Суворов, временно приставленный к бригаде генерал-майора М. Н. Волконского, ехал на лошади перед гренадерским батальоном. У всех солдат в шляпы, а у гренадер в их каскеты воткнуты были зеленые ветви, как бы в предвозвестии будущих, новых побед. Поравнявшись с генерал-аншефом и отдав ему положенный комплимент, Суворов услышал слова Салтыкова:
— Вот они наши, русские солдатики!.. Изрядные, бодрые — любо-дорого поглядеть. Вся надежа на них! Слава им!..
По плану союзников в июле 1759 года с армией Салтыкова должны были соединиться австрийские войска фельдмаршала Дауна. Так как их выступление затягивалось, Салтыков, оказавшийся по натуре очень самостоятельным, сам перешел бранденбургскую границу и направился к городу Кроссену, навстречу Дауну. Ему пытался преградить путь генерал-поручик Ведель, но слабый его корпус был раздавлен 12 июля в кровопролитном сражении у местечка Пальциг. Потеряв до шести тысяч убитыми, ранеными и пленными, пруссаки в беспорядке отступили за Одер. 14 июля любимец Фридриха Ведель, получив подкрепления, вновь решил воспрепятствовать продвижению русских и с небольшим отрядом занял Кроссен. В ответ Салтыков приказал князю Волконскому взять Тобольский драгунский полк с его артиллерией и самолично отправился с ним к Кроссену. В этом поиске принял участие и подполковник Суворов.
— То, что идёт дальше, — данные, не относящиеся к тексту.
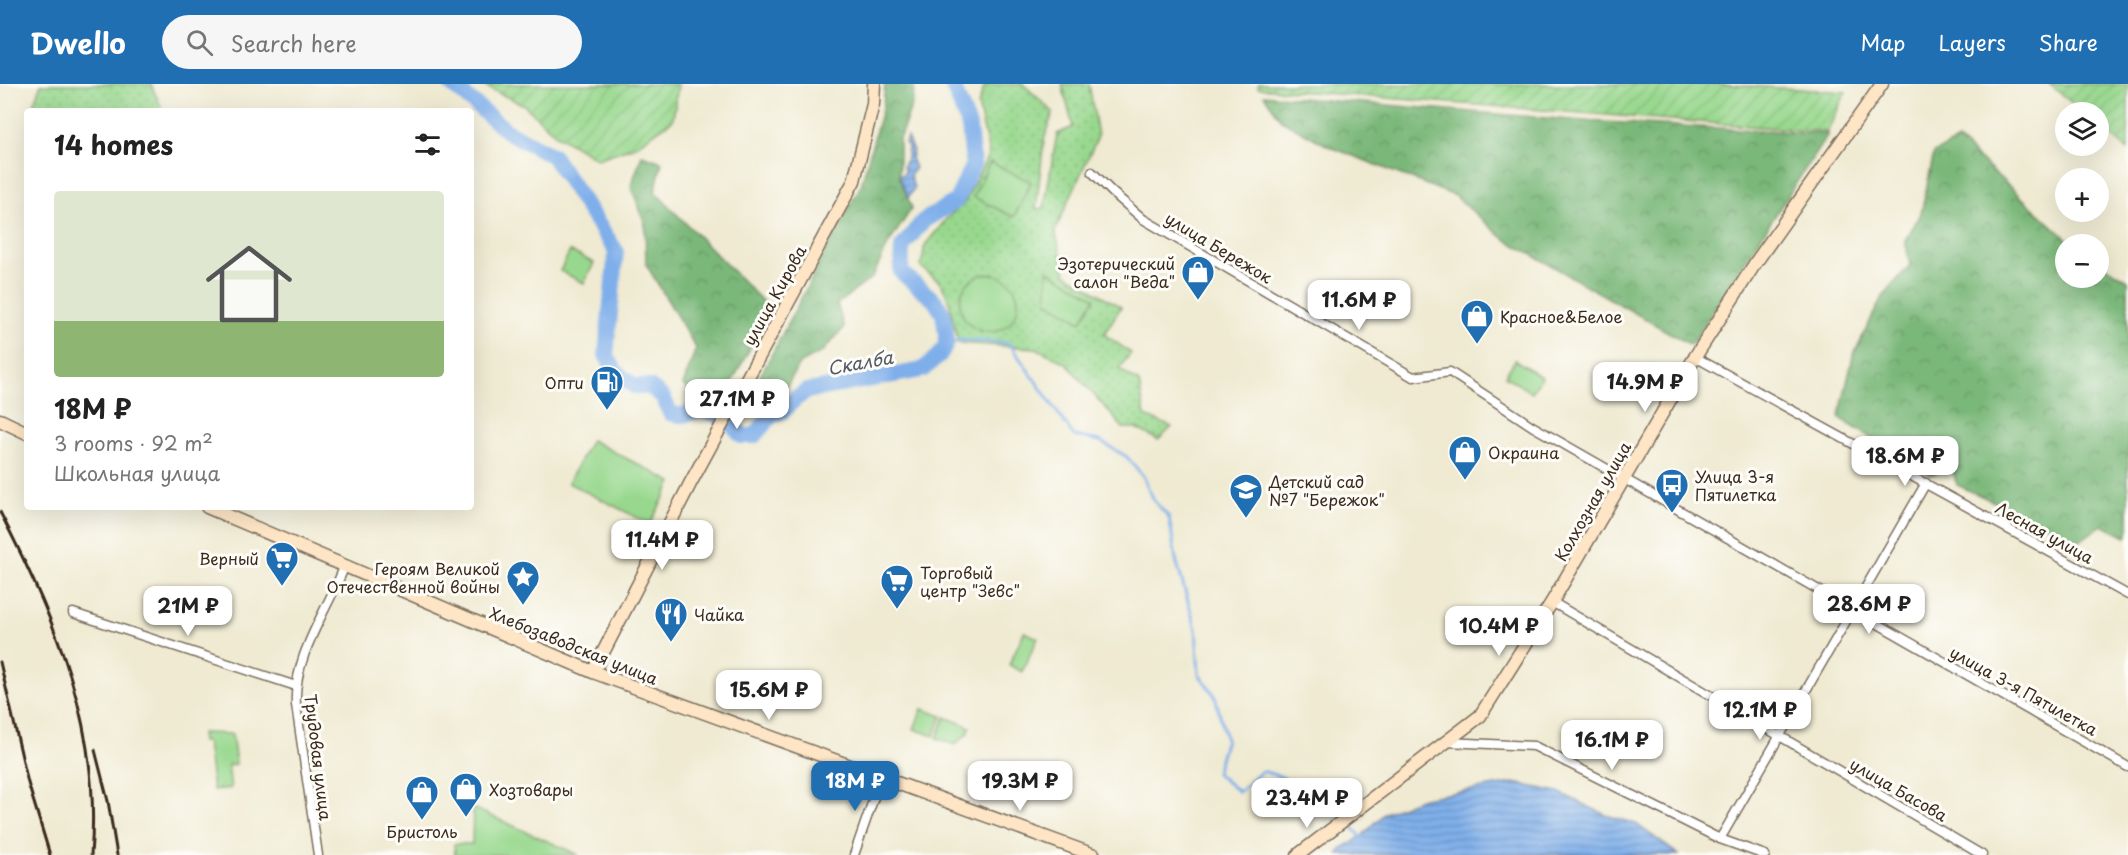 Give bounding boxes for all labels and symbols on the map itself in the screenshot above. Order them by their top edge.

Когда полк подошел к городу, прусские гусары в числе шести эскадронов уже выстроились на лугу за Одером, в то время как остальные перестреливались перед форштадтом с казаками. Салтыков повелел кинуть в пруссаков четыре бомбы из большого единорога. Секретное Шуваловское орудие было тотчас установлено. Суворов, находясь в свите Салтыкова, видел на боку пушки выдавленного однорогого зверя — герб графа П. И. Шувалова — и опечатанную медную сковороду, прикрывающую дуло единорога. Особый артиллерийский офицер с командою, которым под страхом смерти воспрещалось рассказывать о шуваловских орудиях, распоряжался ведением огня. Первая же бомба угодила в пруссаков, торопливо ретировавшихся теперь вверх по Одеру. Командующий, наблюдавший за боем с бугра, неподалеку от единорога, тотчас отправил полковника Минстера с двумя пушками атаковать город. Суворов, пришпоривая коня, мчался с первым эскадроном драгун.